═══ Provided records ═══
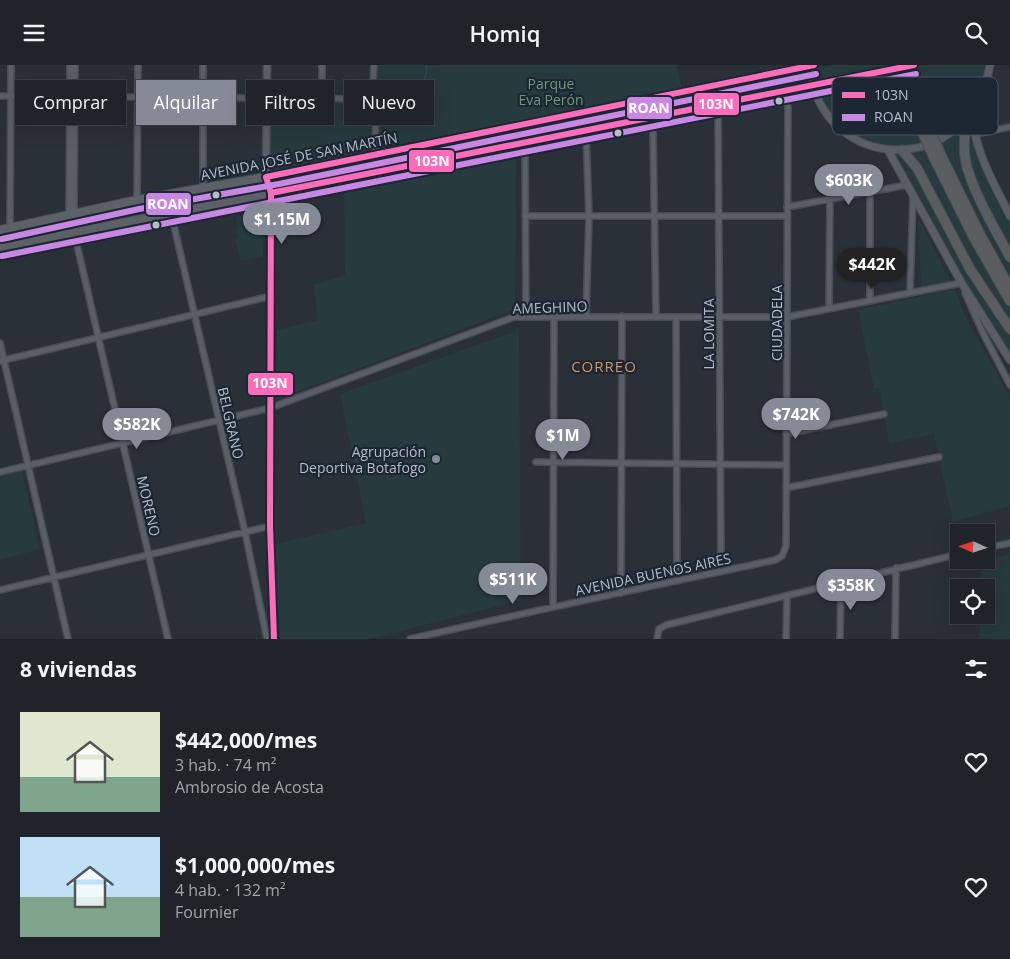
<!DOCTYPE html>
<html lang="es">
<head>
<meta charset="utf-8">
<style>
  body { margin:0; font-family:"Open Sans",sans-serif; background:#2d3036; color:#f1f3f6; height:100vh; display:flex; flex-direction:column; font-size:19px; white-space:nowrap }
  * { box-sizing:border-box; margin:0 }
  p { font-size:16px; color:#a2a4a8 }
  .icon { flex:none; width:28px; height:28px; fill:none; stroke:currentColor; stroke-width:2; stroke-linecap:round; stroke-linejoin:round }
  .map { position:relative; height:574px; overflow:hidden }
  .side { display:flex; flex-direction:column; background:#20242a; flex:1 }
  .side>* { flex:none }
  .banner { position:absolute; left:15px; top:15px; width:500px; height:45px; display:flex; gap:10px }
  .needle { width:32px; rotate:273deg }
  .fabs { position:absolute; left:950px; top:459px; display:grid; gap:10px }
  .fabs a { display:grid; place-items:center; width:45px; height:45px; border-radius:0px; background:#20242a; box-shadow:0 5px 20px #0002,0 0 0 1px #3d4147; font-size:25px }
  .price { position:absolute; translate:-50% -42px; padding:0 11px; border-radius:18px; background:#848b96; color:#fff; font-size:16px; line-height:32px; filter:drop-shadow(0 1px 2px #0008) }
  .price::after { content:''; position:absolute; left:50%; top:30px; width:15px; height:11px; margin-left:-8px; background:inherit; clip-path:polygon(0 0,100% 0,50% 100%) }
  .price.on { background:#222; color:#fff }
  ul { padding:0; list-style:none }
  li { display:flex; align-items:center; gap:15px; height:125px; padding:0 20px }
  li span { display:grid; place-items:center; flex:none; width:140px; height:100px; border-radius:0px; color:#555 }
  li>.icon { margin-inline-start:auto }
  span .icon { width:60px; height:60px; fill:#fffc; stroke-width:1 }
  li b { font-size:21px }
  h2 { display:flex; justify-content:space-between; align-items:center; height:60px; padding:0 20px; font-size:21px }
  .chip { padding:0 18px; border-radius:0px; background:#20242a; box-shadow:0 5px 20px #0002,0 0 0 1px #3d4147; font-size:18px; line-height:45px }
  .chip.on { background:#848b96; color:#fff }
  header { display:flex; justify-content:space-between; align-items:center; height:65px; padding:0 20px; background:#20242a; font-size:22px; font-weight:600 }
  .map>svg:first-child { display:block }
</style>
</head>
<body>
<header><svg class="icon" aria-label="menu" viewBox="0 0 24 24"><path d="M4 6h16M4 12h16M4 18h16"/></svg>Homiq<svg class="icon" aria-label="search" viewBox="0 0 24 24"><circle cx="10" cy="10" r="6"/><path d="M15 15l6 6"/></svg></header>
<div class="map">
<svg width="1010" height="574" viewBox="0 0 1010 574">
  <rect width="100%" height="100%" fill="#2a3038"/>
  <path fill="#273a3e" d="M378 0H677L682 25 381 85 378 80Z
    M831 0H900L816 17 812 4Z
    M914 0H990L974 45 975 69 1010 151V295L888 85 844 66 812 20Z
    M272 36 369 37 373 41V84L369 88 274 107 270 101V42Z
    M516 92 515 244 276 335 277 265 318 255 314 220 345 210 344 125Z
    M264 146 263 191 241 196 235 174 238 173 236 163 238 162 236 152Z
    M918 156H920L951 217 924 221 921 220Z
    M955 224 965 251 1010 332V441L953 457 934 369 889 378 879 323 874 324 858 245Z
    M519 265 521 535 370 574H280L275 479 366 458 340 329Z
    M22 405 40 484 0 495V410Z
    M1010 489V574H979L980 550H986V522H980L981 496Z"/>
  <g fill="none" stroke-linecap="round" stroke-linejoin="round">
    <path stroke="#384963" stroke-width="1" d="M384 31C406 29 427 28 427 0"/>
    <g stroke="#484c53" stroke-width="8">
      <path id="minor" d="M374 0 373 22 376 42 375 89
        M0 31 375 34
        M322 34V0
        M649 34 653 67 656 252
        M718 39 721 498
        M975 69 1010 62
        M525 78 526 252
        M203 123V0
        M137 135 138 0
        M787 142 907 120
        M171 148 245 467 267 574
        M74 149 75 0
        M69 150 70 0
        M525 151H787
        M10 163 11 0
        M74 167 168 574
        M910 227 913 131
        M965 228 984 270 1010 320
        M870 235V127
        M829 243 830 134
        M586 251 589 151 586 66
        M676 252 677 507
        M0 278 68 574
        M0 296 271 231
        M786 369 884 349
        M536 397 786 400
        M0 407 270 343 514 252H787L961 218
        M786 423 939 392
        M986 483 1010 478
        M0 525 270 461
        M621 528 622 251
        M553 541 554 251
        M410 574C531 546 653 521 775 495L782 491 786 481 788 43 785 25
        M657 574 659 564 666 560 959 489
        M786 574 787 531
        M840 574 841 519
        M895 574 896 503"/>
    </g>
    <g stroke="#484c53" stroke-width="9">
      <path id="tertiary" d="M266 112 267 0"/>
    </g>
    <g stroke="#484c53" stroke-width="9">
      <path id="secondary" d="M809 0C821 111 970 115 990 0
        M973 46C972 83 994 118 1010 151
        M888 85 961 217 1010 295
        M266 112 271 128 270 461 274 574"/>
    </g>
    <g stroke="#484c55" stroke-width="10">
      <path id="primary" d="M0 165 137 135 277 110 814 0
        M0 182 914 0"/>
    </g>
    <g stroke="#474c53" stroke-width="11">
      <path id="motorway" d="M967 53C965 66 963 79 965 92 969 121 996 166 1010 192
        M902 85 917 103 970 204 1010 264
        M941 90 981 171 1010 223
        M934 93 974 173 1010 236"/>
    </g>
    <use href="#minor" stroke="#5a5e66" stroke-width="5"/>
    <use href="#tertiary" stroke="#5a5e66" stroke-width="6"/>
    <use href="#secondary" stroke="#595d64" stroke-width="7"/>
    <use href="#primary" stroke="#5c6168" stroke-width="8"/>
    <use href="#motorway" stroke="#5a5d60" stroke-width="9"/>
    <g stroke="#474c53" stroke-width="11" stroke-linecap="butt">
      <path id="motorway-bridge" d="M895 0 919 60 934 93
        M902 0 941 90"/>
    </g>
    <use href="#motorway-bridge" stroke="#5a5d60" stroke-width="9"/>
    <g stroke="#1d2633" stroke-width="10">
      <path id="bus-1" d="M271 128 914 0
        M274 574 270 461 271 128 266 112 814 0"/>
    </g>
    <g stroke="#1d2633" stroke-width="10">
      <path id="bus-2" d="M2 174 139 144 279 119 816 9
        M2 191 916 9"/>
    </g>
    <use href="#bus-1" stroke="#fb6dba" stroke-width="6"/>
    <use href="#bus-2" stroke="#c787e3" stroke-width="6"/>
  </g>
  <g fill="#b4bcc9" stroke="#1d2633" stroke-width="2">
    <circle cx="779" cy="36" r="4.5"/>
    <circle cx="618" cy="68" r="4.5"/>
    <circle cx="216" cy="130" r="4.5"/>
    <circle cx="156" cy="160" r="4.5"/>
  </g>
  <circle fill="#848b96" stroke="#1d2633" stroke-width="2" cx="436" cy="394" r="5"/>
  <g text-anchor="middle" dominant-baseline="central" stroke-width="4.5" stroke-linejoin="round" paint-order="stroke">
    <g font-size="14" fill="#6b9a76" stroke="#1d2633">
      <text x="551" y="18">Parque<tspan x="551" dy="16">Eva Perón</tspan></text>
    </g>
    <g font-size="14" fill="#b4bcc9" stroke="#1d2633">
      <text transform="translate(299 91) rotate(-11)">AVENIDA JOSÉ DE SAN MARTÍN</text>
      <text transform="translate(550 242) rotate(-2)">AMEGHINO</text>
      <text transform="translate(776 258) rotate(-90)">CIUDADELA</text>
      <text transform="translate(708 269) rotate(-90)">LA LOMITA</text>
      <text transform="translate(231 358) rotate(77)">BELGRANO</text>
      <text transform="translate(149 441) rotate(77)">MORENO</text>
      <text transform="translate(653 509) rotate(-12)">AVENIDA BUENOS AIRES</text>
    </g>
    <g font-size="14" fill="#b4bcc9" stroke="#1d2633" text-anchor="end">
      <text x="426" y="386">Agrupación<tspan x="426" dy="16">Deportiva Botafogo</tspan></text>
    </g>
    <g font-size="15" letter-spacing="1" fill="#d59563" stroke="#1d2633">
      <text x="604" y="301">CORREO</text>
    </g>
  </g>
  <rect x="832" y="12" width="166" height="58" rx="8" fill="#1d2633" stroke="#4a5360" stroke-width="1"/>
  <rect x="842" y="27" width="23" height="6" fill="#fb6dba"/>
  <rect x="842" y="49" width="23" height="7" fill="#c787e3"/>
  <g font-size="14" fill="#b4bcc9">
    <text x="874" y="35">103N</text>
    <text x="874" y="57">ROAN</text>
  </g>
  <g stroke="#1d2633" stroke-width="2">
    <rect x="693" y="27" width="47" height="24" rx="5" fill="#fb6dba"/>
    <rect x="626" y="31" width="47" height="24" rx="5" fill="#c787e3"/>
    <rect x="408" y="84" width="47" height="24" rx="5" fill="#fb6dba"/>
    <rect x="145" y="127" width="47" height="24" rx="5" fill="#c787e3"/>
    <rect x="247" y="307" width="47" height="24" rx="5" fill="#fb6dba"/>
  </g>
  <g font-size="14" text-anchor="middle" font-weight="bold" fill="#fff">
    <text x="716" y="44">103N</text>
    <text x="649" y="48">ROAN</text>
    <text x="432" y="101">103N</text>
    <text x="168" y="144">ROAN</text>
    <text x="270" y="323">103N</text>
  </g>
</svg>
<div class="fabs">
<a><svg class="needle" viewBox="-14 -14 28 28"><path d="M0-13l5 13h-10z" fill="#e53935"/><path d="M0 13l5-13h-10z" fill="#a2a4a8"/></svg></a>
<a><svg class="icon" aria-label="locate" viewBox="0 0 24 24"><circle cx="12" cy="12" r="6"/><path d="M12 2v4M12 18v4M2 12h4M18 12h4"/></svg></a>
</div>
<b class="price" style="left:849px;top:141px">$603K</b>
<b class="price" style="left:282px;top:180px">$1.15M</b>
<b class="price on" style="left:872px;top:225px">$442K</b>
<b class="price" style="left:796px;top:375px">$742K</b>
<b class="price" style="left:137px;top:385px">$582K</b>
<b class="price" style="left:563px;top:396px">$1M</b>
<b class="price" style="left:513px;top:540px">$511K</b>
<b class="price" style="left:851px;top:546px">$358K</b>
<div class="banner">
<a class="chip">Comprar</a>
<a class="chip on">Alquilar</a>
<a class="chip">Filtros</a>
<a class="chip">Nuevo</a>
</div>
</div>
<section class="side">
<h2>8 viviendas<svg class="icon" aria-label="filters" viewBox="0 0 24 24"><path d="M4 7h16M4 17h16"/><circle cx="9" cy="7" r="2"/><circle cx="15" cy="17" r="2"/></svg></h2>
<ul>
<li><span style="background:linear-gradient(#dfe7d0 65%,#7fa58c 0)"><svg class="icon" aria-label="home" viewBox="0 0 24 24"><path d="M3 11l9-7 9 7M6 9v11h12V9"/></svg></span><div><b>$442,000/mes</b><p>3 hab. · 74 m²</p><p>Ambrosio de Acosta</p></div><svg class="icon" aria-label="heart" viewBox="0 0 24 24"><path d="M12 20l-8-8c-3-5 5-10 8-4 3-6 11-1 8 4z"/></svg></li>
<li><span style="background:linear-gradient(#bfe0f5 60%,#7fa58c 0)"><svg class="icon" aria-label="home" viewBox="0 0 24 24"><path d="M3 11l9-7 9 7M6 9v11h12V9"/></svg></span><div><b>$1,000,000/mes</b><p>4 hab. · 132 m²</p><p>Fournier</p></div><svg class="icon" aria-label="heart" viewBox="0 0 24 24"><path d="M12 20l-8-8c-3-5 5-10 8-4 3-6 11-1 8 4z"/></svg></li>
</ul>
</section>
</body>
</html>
═══
Problem details = Begin at the first line of the entries above and return each line exactly, stopping after the line that contains "position:absolute; translate:-50% -42px;". Pictures do not belong in the copy.

Task output =
<!DOCTYPE html>
<html lang="es">
<head>
<meta charset="utf-8">
<style>
  body { margin:0; font-family:"Open Sans",sans-serif; background:#2d3036; color:#f1f3f6; height:100vh; display:flex; flex-direction:column; font-size:19px; white-space:nowrap }
  * { box-sizing:border-box; margin:0 }
  p { font-size:16px; color:#a2a4a8 }
  .icon { flex:none; width:28px; height:28px; fill:none; stroke:currentColor; stroke-width:2; stroke-linecap:round; stroke-linejoin:round }
  .map { position:relative; height:574px; overflow:hidden }
  .side { display:flex; flex-direction:column; background:#20242a; flex:1 }
  .side>* { flex:none }
  .banner { position:absolute; left:15px; top:15px; width:500px; height:45px; display:flex; gap:10px }
  .needle { width:32px; rotate:273deg }
  .fabs { position:absolute; left:950px; top:459px; display:grid; gap:10px }
  .fabs a { display:grid; place-items:center; width:45px; height:45px; border-radius:0px; background:#20242a; box-shadow:0 5px 20px #0002,0 0 0 1px #3d4147; font-size:25px }
  .price { position:absolute; translate:-50% -42px; padding:0 11px; border-radius:18px; background:#848b96; color:#fff; font-size:16px; line-height:32px; filter:drop-shadow(0 1px 2px #0008) }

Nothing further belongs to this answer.